Thanks for this reply and post!
"The German military authorities particularly wanted to raise a unit made up of turned British POWs and mounted a recruiting campaign consisting of offers of various and sundry enticements including direct payments of cash and the recurring company of prostitutes. The Nazis were rewarded for their efforts with the acceptance of their emoluments by no less than 30 enlisted men and a single officer who was shortly thereafter diagnosed as schizophrenic by the Germans themselves and repatriated against his will to the British. While the existence if not the reality of the St. George Legion had some propaganda value, that was the extent of its contribution and none of the members ever saw combat. Indeed, it is reputed that the Germans saw the St. George Legion as so untrustworthy that it was kept out of combat by direct order. 30 British misfits and 1 psychotic lieutenant as opposed to thousands of Frenchmen willing to fight and die for the monster whod raped their own country. Apparently, some things never change." (C)
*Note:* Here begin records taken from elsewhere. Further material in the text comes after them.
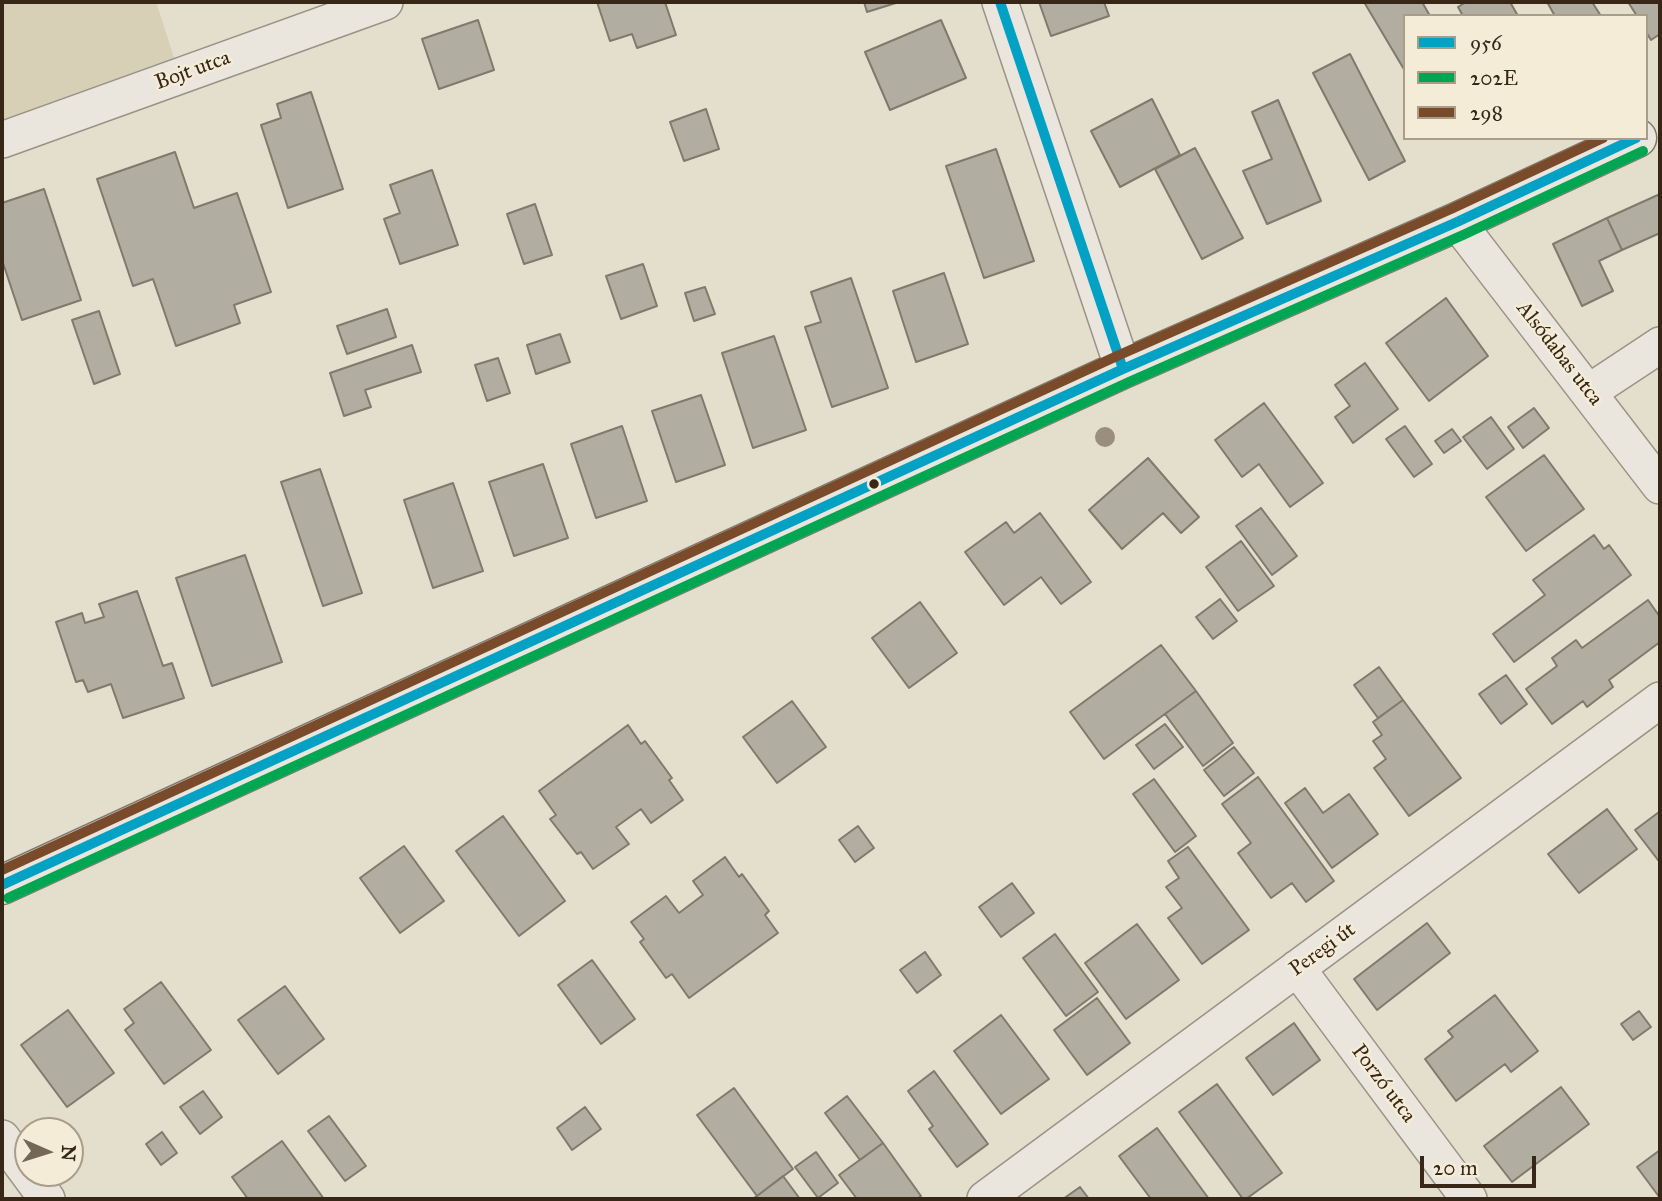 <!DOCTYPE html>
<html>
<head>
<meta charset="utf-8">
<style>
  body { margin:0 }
  #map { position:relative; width:1662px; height:1201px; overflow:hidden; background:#e4decc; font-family:"IM FELL Great Primer",serif }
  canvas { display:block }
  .frame { position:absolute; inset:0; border:4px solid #382717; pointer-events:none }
  .legend { position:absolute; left:1403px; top:14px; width:245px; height:126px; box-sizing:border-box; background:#f4ecd7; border:2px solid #a99d8a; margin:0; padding:9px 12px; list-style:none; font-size:21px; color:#382717 }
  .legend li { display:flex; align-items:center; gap:14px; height:35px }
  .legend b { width:35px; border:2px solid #a99d8a }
  .north { position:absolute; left:14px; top:1117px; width:70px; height:70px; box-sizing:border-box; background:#f4ecd7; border:2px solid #a99d8a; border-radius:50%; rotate:93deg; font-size:19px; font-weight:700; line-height:28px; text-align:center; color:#382717 }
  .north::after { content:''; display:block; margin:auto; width:24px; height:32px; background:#746756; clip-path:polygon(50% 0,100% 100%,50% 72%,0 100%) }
  .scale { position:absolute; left:1420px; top:1156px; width:116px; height:32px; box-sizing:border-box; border:4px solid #382717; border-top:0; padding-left:9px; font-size:21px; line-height:24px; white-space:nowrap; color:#382717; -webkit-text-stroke:5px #f4ecd7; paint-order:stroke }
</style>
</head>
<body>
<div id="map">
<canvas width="1662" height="1201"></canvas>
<div class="frame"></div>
<ul class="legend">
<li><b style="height:9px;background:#03a2c5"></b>956</li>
<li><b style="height:9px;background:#00a651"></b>202E</li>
<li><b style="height:9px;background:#7a4b2a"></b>298</li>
</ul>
<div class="north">N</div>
<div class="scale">20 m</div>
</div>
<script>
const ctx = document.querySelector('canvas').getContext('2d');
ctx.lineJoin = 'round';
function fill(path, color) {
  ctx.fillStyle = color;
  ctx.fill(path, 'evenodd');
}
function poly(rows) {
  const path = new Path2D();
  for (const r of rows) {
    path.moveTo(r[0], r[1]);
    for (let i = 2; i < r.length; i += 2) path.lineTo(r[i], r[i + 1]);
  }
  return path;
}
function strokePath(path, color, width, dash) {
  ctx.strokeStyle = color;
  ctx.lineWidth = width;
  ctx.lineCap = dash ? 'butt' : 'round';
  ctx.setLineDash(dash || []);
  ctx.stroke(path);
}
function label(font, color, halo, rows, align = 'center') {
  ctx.font = font + ' "IM FELL Great Primer",serif';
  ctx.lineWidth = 5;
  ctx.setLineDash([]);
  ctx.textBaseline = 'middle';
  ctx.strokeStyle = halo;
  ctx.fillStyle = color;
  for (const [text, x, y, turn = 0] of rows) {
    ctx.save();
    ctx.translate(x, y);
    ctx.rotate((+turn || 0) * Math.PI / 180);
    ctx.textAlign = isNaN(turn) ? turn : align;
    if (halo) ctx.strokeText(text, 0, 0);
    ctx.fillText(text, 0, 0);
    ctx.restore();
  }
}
fill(poly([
  [2,2,156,2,180,76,2,140]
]), '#d8cfb7');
const building = poly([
  [597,2,665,2,676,35,637,48,632,34,610,41,597,2],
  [864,2,899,2,867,12,864,2],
  [1039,2,1104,2,1109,16,1051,36,1039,2],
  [1364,2,1422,2,1430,16,1405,16,1405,71,1364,2],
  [1466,2,1510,2,1518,16,1463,16,1458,7,1466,2],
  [1547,2,1592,2,1601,16,1555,16,1547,2],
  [1628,2,1660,2,1660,34,1651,40,1646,32,1646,16,1637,16,1628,2],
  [478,20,494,70,439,89,422,39,478,20],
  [941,20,966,78,890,110,865,52,941,20],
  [1350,54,1405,161,1369,180,1313,73,1350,54],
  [311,92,343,189,288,208,261,125,281,118,277,104,311,92],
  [1152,99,1180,155,1120,187,1091,131,1152,99],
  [1278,100,1321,201,1267,224,1243,171,1272,159,1252,112,1278,100],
  [706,109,719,149,684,161,670,122,706,109],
  [1195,148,1243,238,1202,259,1155,169,1195,148],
  [996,149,1034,261,984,278,946,166,996,149],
  [175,152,194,208,237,193,271,292,234,305,240,323,176,346,153,279,133,286,97,179,175,152],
  [432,170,458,245,400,264,384,219,400,213,390,185,432,170],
  [44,189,81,300,22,320,2,260,2,203,44,189],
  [1660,194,1660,233,1622,250,1607,218,1660,194],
  [535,204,552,255,524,264,507,214,535,204],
  [1607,218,1622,250,1599,261,1613,291,1582,306,1553,244,1607,218],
  [643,264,657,306,621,319,606,276,643,264],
  [944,273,968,344,916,362,893,291,944,273],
  [851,278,888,388,832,407,805,327,821,322,811,292,851,278],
  [705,287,715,314,694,321,685,293,705,287],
  [1446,298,1488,356,1429,401,1386,343,1446,298],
  [387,309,396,337,347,354,337,326,387,309],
  [99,311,120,374,94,384,72,320,99,311],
  [560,334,570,362,536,374,527,345,560,334],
  [774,336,806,430,753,448,722,353,774,336],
  [412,345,421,372,365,390,371,407,344,416,330,373,412,345],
  [498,358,510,393,487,401,475,365,498,358],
  [1365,363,1398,409,1353,443,1335,417,1350,406,1335,385,1365,363],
  [701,395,725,465,676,482,652,411,701,395],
  [1264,403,1323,483,1290,507,1259,464,1242,477,1215,440,1264,403],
  [1534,408,1549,428,1523,448,1508,427,1534,408],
  [1491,417,1514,449,1487,469,1463,437,1491,417],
  [622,426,647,501,596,518,571,444,622,426],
  [1405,426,1432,464,1414,477,1386,439,1405,426],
  [1452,429,1461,441,1444,453,1435,441,1452,429],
  [1544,455,1584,509,1526,551,1486,497,1544,455],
  [1148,458,1199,517,1181,533,1163,513,1122,549,1089,510,1148,458],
  [543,464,568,538,514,556,489,482,543,464],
  [320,469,362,593,323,606,281,482,320,469],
  [453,483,483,571,433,588,404,500,453,483],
  [1261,508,1297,556,1272,575,1236,526,1261,508],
  [1040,513,1091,582,1061,604,1041,577,1004,605,965,552,1006,522,1014,533,1040,513],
  [1594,535,1604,549,1609,545,1631,575,1514,662,1493,634,1545,595,1533,580,1594,535],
  [1241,541,1274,586,1238,611,1206,567,1241,541],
  [245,555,282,662,212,686,176,578,245,555],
  [137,591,163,666,172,663,184,698,123,718,111,684,88,692,83,680,76,682,56,622,82,613,85,623,104,617,99,604,137,591],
  [1220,599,1237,621,1213,639,1196,617,1220,599],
  [1648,600,1660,617,1660,642,1609,680,1613,687,1587,707,1583,701,1552,724,1526,689,1557,666,1552,658,1576,640,1582,648,1648,600],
  [920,602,957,653,909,688,872,638,920,602],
  [1161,645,1196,691,1104,759,1070,712,1161,645],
  [1379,667,1403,700,1378,718,1354,685,1379,667],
  [1506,675,1527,704,1501,724,1479,694,1506,675],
  [1196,691,1233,743,1203,766,1165,714,1196,691],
  [1403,700,1461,778,1409,816,1374,768,1386,759,1373,741,1382,735,1373,722,1403,700],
  [792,701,826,747,777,783,743,737,792,701],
  [1165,724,1183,747,1154,769,1136,745,1165,724],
  [628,725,641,744,645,741,672,778,669,780,683,800,651,823,641,809,616,827,629,844,593,869,581,852,577,854,550,819,556,815,539,791,628,725],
  [1234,747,1254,773,1224,796,1204,770,1234,747],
  [1258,777,1334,881,1306,902,1292,883,1271,898,1238,853,1251,843,1222,804,1258,777],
  [1154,779,1196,836,1175,852,1133,794,1154,779],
  [1305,788,1323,813,1349,794,1378,834,1332,868,1285,803,1305,788],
  [1607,809,1637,849,1579,893,1548,854,1607,809],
  [1659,812,1660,858,1658,860,1635,830,1659,812],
  [503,816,565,901,519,936,456,851,503,816],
  [858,826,874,848,855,862,839,840,858,826],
  [404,846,444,901,400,933,360,878,404,846],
  [1188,847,1249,930,1202,964,1168,918,1182,908,1166,887,1179,878,1168,861,1188,847],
  [725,857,739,877,742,874,769,911,765,915,778,933,689,998,672,974,666,978,640,942,644,939,631,922,666,896,679,913,703,895,693,881,725,857],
  [1012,883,1034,913,1001,937,979,907,1012,883],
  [1427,923,1450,953,1377,1010,1354,979,1427,923],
  [1137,924,1179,980,1126,1019,1085,963,1137,924],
  [1055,934,1098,992,1066,1016,1023,958,1055,934],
  [925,952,941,975,917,993,900,970,925,952],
  [592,960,635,1019,601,1044,558,985,592,960],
  [161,982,211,1050,164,1084,125,1030,134,1023,124,1009,161,982],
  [285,986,324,1039,278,1074,238,1020,285,986],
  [1495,995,1538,1051,1511,1072,1505,1064,1456,1101,1425,1059,1453,1037,1448,1031,1495,995],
  [1097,998,1130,1043,1087,1075,1054,1030,1097,998],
  [68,1010,114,1073,67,1107,21,1045,68,1010],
  [1639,1011,1651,1027,1633,1040,1621,1024,1639,1011],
  [1001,1015,1049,1079,1001,1114,954,1051,1001,1015],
  [1294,1023,1320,1060,1273,1095,1246,1058,1294,1023],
  [934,1071,988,1144,957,1167,929,1129,933,1126,908,1091,934,1071],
  [1217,1084,1282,1173,1246,1199,1243,1199,1179,1112,1217,1084],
  [1561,1087,1589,1124,1512,1182,1484,1146,1561,1087],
  [734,1088,793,1169,757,1196,697,1115,734,1088],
  [203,1091,222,1117,200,1134,180,1107,203,1091],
  [847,1096,883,1143,860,1160,825,1113,847,1096],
  [585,1107,601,1129,572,1150,557,1128,585,1107],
  [329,1116,366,1166,345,1181,308,1131,329,1116],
  [1157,1128,1209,1199,1151,1199,1119,1156,1157,1128],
  [162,1132,177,1153,161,1165,146,1144,162,1132],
  [282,1141,324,1199,248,1199,232,1177,282,1141],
  [883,1143,921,1196,917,1199,857,1199,839,1175,883,1143],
  [1660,1150,1660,1198,1637,1167,1660,1150],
  [816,1152,838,1183,818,1198,795,1167,816,1152],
  [783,1176,800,1199,752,1199,757,1196,783,1176],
  [1080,1187,1089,1199,1063,1199,1080,1187]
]);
fill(building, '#b2ada1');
strokePath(building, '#7f796e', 2);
const street = poly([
  [1000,2,1123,369],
  [2,140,385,2],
  [1457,222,1660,486],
  [1589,392,1660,345],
  [1297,968,1469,1199],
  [2,1138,47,1199],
  [985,1199,1660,700]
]);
const secondary = poly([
  [2,885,1123,369,1457,222,1637,138]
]);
strokePath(street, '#989387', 38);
strokePath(secondary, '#7f796e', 41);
strokePath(street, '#eae6dd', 35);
strokePath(secondary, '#eae6dd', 38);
strokePath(poly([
  [1000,2,1123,369],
  [2,885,1123,369,1457,222,1636,138]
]), '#03a2c5', 10);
strokePath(poly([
  [8,898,1129,382,1463,235,1643,151]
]), '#00a651', 10);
strokePath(poly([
  [2,870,1117,356,1451,209,1603,138]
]), '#7a4b2a', 10);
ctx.fillStyle = '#9a8f7c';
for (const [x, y] of [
  [1105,437]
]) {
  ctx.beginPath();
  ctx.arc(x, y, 10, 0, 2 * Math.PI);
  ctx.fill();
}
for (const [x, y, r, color] of [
  [874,484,6,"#382717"]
]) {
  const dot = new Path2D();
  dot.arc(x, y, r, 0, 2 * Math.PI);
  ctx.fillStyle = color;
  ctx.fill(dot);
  strokePath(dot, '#f4ecd7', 2.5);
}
label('21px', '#382717', '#f4ecd7', [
  ["Bojt utca",193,71,-20],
  ["Alsódabas utca",1559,354,52],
  ["Peregi út",1323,950,-36],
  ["Porzó utca",1383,1084,53]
]);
</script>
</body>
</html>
My Dad was a WWI vet. He was injured in accident and broke his back and never got to France. However, many of his friends did. They came back after WWI hating the French.
My Dad had a couple of younger cousins who served in France in WWII, one came back with a metal plate replacing part of his skull. I remember my Dad and his cousins discussing the French when I was growing up.
I could never understatnd their hatred of the French until the past couple of decades.
As you noted, some things never seem to change.
Growing up in a 3rd floor tenement in Fall River, Massachusetts, our landlord downstairs was a French Canadian who'd lost both his legs fighting in the US Army in WWII.
At some point as I was growing up, I came to know how much, as odd as it seemed, he, too, hated the French. Never got the details of why, though.